◆ TASK DETAILS ◆
In the data below, find each line containing the string "Keep" and return it.

(Collected data entries)
====================

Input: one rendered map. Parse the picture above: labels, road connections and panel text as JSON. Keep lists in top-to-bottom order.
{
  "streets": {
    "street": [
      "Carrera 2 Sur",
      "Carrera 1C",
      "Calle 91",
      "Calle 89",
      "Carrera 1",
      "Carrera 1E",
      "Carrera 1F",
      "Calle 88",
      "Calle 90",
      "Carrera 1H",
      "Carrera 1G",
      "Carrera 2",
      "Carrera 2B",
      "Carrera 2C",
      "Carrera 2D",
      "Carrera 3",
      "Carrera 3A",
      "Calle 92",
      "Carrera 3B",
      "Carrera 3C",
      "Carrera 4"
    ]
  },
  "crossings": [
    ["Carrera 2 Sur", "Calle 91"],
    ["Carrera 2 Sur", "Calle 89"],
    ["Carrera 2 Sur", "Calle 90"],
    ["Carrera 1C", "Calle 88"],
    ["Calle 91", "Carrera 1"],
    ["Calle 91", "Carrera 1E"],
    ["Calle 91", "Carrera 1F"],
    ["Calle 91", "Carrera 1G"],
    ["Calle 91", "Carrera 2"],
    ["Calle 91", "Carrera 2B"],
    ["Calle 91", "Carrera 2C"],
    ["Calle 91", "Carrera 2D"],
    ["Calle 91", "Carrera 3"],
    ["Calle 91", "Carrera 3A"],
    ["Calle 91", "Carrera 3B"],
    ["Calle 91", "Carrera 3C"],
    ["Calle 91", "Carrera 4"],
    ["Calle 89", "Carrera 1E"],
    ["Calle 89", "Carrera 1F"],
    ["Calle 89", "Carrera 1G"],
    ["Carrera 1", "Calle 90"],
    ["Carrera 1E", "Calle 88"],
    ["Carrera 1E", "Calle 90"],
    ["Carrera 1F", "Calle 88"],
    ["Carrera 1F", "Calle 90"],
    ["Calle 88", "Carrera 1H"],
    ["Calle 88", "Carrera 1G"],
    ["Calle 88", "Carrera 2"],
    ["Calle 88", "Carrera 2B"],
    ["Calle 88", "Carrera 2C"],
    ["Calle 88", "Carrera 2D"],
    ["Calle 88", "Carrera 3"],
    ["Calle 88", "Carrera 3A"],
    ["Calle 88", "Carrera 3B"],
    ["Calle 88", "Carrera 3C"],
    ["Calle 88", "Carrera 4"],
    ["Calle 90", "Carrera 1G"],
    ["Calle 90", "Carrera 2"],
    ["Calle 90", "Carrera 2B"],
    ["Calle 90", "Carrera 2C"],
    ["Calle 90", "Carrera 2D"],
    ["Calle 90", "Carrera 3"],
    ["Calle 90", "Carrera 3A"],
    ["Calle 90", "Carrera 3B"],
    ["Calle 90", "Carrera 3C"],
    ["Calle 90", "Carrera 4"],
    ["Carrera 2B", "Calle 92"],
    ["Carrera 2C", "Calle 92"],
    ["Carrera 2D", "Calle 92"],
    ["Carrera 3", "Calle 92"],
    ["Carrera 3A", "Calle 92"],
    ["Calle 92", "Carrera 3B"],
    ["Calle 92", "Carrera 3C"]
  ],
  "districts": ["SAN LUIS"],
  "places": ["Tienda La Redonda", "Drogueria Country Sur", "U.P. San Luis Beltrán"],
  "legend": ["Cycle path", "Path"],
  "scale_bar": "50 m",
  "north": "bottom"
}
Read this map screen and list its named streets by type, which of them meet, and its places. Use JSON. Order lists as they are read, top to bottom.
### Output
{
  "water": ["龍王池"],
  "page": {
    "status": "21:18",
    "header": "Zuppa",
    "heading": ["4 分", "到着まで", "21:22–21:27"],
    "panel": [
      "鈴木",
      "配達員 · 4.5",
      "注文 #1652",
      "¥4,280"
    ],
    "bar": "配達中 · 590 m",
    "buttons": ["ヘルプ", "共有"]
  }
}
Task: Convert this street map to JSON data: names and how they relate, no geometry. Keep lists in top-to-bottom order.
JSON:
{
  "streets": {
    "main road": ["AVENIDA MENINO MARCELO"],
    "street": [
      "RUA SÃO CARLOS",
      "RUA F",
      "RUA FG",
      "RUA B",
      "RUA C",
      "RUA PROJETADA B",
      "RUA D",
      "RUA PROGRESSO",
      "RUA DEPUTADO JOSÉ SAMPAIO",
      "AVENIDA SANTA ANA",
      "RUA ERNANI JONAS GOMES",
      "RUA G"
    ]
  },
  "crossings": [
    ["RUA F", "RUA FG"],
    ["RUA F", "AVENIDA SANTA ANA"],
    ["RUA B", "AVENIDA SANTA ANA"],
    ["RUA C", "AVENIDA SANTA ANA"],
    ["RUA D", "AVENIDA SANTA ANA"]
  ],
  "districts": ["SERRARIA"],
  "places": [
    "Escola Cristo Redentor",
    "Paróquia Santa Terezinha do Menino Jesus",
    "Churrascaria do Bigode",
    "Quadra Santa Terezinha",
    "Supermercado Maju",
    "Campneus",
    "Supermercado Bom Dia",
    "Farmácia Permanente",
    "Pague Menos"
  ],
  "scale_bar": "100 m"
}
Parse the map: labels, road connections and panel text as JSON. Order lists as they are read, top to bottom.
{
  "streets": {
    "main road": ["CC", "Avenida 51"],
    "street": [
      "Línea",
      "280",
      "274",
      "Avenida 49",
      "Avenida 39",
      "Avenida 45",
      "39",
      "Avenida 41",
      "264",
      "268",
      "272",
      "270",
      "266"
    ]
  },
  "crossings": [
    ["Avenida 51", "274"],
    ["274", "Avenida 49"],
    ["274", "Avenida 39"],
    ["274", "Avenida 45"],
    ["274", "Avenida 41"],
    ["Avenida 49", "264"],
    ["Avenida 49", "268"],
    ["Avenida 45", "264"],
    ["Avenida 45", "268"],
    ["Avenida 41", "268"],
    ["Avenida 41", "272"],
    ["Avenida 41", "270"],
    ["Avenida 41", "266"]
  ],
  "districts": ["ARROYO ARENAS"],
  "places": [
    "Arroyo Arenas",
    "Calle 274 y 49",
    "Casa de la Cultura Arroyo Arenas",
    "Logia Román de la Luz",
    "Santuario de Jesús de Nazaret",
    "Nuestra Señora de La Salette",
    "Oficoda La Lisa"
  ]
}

====================

◆ RESULT FOR THIS TASK ◆
Input: one rendered map. Parse the picture above: labels, road connections and panel text as JSON. Keep lists in top-to-bottom order.
Task: Convert this street map to JSON data: names and how they relate, no geometry. Keep lists in top-to-bottom order.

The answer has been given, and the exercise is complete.